Dataset entries:
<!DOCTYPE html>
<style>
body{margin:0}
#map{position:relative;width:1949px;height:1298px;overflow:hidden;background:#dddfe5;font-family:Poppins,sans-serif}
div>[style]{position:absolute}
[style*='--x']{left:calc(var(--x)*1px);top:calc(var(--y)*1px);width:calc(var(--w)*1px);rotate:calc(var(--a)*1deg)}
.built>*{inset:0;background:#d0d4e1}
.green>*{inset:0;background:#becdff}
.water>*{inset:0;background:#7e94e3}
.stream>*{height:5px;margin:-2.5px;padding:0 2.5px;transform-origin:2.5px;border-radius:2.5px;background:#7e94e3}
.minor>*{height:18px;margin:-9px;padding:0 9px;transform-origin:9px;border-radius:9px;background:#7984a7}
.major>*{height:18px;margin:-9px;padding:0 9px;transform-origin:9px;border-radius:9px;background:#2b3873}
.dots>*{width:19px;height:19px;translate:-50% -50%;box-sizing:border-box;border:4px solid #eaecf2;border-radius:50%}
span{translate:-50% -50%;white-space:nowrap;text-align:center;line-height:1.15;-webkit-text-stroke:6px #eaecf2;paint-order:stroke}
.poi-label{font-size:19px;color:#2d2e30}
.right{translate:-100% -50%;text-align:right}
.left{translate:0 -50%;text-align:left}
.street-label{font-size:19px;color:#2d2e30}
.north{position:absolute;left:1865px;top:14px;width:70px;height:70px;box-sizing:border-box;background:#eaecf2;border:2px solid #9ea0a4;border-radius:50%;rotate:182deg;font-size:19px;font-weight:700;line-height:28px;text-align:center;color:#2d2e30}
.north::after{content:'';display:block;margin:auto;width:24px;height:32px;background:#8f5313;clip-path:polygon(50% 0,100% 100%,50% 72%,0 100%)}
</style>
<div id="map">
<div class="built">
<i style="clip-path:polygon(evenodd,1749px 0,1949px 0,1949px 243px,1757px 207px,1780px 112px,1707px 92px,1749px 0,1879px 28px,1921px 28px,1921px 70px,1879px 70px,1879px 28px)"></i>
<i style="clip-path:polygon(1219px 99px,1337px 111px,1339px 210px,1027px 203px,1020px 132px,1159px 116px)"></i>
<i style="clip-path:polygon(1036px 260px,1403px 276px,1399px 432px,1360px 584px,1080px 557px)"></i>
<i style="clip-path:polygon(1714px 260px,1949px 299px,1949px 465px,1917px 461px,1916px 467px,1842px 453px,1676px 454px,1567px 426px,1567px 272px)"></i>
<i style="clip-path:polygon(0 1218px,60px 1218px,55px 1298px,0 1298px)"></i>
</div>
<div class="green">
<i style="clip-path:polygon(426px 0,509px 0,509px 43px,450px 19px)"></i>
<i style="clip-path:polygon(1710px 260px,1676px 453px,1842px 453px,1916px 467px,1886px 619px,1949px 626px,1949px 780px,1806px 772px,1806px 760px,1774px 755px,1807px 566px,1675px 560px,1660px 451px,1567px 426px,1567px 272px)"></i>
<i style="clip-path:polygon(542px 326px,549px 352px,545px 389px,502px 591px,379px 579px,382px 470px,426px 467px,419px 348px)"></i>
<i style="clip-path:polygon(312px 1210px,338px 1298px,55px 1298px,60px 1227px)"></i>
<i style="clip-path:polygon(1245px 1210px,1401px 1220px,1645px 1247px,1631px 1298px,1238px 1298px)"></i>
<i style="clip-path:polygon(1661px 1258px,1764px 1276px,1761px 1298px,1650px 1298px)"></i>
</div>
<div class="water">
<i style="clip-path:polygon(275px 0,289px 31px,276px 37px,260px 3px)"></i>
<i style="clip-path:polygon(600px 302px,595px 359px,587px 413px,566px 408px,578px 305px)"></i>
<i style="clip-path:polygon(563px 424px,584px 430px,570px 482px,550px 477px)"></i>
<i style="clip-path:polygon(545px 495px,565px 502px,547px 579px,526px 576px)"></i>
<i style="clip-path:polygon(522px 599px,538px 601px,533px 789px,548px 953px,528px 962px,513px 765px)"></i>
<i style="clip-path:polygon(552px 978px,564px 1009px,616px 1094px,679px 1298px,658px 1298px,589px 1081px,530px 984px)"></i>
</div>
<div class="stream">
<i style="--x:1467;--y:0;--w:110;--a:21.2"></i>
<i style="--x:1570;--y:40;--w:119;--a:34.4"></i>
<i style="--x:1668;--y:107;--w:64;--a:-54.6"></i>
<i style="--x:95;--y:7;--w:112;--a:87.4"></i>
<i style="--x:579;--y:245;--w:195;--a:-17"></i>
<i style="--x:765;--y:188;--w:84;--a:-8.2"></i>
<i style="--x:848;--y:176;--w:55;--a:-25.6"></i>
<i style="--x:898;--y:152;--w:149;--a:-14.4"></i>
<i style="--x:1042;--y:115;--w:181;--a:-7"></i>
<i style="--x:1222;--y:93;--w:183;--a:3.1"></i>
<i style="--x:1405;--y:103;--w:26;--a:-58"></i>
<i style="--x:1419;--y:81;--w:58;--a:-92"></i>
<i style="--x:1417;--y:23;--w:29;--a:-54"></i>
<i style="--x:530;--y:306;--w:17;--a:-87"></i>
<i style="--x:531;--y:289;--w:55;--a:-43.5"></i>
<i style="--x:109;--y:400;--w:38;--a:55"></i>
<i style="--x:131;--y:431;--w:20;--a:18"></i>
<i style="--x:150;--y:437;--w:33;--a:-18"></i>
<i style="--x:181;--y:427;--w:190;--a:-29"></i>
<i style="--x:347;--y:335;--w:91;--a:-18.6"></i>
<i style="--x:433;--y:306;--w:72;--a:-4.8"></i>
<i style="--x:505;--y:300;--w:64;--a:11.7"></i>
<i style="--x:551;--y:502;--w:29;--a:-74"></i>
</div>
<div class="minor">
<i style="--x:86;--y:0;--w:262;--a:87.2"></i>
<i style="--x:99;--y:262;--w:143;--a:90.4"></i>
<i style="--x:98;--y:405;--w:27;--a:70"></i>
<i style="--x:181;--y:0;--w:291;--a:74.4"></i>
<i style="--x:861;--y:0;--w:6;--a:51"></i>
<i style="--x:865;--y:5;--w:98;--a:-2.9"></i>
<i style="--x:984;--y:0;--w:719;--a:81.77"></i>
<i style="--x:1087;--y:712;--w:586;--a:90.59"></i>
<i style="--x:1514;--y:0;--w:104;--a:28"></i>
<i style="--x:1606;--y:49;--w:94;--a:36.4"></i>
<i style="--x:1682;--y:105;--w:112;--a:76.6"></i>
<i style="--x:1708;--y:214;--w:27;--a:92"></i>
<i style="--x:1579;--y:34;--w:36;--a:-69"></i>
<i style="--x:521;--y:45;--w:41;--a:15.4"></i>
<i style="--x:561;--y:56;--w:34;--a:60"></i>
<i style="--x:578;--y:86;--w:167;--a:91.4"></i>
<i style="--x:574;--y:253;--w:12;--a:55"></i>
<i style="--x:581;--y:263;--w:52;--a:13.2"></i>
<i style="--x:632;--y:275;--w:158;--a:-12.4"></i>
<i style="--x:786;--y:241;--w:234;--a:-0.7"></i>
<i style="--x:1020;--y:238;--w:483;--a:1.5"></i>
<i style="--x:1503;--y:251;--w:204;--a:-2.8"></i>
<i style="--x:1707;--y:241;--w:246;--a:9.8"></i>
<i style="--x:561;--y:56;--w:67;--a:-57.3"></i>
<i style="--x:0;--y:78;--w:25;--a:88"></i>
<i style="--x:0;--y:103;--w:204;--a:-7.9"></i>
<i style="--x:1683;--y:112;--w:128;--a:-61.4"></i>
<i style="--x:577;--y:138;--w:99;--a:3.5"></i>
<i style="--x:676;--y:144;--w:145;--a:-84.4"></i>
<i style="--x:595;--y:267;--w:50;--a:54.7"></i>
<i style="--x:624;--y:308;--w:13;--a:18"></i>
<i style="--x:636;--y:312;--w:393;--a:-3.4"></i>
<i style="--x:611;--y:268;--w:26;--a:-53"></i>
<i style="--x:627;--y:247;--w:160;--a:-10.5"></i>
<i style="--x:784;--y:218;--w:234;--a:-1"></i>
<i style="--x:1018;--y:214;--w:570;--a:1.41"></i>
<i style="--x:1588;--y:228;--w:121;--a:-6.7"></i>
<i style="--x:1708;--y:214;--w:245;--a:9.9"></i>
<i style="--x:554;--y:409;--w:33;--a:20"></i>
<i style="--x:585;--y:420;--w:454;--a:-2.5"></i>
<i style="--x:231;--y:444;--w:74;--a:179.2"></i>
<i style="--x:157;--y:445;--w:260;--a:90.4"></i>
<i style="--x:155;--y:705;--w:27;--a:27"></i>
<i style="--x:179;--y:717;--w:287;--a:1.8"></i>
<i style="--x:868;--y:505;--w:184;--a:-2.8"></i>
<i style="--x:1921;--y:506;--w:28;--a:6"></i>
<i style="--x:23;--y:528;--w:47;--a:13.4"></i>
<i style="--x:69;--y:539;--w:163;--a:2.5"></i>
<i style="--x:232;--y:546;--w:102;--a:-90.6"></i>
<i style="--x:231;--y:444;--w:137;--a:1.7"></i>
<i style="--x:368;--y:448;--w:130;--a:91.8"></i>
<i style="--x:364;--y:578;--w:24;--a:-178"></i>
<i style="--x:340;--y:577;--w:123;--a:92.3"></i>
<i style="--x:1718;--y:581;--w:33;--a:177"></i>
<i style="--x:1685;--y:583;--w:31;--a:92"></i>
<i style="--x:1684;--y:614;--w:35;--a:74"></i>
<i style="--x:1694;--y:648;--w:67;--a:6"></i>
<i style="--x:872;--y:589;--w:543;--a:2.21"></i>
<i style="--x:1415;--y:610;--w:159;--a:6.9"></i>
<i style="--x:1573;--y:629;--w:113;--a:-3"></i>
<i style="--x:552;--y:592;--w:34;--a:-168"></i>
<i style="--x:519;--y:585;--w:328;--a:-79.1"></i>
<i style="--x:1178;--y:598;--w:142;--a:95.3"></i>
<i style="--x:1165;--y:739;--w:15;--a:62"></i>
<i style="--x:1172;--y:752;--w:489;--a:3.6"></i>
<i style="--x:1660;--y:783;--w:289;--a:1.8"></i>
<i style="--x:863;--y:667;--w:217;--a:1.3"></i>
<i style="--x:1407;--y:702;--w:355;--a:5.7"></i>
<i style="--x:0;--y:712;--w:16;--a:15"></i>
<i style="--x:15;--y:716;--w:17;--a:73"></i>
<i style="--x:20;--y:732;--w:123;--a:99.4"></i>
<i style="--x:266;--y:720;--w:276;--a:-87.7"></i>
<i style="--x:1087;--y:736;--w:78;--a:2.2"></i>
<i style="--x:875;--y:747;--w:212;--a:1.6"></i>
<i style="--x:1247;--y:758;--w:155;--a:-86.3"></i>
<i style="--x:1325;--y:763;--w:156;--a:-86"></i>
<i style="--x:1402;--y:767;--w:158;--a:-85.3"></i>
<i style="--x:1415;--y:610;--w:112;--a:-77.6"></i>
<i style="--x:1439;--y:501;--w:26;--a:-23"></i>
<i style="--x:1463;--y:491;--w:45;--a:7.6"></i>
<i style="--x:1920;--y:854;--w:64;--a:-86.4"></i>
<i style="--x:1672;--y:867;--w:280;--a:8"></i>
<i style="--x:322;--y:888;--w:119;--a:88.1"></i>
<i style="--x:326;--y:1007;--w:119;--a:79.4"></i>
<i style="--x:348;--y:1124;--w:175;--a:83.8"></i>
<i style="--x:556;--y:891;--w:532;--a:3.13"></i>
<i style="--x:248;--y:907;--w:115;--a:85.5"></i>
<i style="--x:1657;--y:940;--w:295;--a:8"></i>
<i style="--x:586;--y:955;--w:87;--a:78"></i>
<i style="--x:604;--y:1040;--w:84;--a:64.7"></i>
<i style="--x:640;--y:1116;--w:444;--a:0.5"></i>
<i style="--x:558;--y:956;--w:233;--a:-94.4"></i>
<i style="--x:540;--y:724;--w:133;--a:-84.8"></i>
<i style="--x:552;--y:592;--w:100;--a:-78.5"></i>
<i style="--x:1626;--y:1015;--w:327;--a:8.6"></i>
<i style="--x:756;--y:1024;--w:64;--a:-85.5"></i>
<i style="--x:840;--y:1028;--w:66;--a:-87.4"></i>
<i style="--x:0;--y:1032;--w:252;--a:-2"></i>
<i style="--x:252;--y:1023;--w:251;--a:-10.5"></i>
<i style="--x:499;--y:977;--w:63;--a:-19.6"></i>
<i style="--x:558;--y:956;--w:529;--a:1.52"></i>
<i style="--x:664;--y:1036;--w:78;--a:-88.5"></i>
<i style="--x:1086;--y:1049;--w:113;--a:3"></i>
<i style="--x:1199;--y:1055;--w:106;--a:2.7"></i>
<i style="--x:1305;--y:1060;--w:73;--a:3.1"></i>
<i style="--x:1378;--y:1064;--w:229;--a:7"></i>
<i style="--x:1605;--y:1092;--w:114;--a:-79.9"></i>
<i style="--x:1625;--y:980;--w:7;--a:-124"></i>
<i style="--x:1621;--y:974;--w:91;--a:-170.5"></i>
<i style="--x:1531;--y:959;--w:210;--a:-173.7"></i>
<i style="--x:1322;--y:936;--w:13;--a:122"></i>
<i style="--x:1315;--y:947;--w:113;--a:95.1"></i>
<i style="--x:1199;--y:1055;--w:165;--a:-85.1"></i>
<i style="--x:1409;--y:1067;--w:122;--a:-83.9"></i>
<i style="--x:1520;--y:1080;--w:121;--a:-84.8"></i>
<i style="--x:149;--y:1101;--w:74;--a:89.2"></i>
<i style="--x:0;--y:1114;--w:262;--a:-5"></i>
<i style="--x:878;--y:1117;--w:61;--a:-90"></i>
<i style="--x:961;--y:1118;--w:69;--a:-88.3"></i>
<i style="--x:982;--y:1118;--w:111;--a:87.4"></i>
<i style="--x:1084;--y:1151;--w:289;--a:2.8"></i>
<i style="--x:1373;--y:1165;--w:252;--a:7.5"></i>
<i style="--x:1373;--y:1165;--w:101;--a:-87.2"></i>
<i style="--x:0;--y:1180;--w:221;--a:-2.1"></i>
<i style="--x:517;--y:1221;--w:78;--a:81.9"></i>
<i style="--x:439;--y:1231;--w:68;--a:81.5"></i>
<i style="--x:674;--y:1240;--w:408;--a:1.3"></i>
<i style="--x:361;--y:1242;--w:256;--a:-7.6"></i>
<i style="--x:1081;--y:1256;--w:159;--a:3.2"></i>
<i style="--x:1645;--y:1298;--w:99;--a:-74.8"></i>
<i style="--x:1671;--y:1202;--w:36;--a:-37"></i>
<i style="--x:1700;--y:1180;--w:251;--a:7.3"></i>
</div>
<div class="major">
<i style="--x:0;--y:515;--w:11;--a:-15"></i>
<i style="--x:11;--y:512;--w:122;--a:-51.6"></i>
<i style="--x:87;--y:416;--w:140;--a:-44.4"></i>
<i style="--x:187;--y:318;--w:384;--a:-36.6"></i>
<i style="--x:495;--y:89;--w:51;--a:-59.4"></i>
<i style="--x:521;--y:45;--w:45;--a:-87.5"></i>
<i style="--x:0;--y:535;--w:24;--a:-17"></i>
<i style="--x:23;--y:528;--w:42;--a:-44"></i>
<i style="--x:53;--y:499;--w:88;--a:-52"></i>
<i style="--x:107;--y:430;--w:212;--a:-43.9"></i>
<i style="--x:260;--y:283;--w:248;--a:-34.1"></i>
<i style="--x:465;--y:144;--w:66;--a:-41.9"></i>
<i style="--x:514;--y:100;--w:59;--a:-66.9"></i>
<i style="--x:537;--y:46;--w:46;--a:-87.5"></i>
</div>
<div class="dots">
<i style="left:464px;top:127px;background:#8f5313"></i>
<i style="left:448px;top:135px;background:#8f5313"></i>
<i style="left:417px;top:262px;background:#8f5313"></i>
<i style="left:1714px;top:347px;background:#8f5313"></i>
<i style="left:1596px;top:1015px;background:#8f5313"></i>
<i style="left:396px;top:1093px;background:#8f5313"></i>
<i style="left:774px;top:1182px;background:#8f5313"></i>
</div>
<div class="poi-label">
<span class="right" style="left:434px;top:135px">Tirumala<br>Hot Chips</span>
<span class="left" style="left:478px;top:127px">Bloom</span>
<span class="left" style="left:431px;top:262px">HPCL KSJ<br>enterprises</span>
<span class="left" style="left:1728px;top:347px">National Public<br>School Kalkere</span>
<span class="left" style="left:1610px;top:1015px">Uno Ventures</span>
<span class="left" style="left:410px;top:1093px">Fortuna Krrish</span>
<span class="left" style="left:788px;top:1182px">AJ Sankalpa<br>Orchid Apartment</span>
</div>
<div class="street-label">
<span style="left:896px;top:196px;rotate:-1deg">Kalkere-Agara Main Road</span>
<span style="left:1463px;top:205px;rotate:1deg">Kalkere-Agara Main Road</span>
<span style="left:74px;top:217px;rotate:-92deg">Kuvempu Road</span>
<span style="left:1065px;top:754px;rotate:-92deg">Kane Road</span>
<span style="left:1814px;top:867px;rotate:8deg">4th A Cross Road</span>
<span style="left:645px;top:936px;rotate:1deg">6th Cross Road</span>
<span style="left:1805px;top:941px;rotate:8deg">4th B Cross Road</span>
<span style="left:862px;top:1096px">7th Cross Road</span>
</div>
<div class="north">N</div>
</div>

- EXERCISE REQUIREMENTS -
When a line in the records holds the string "stream", copy that line.

- ANSWER TO THE EXERCISE -
.stream>*{height:5px;margin:-2.5px;padding:0 2.5px;transform-origin:2.5px;border-radius:2.5px;background:#7e94e3}
<div class="stream">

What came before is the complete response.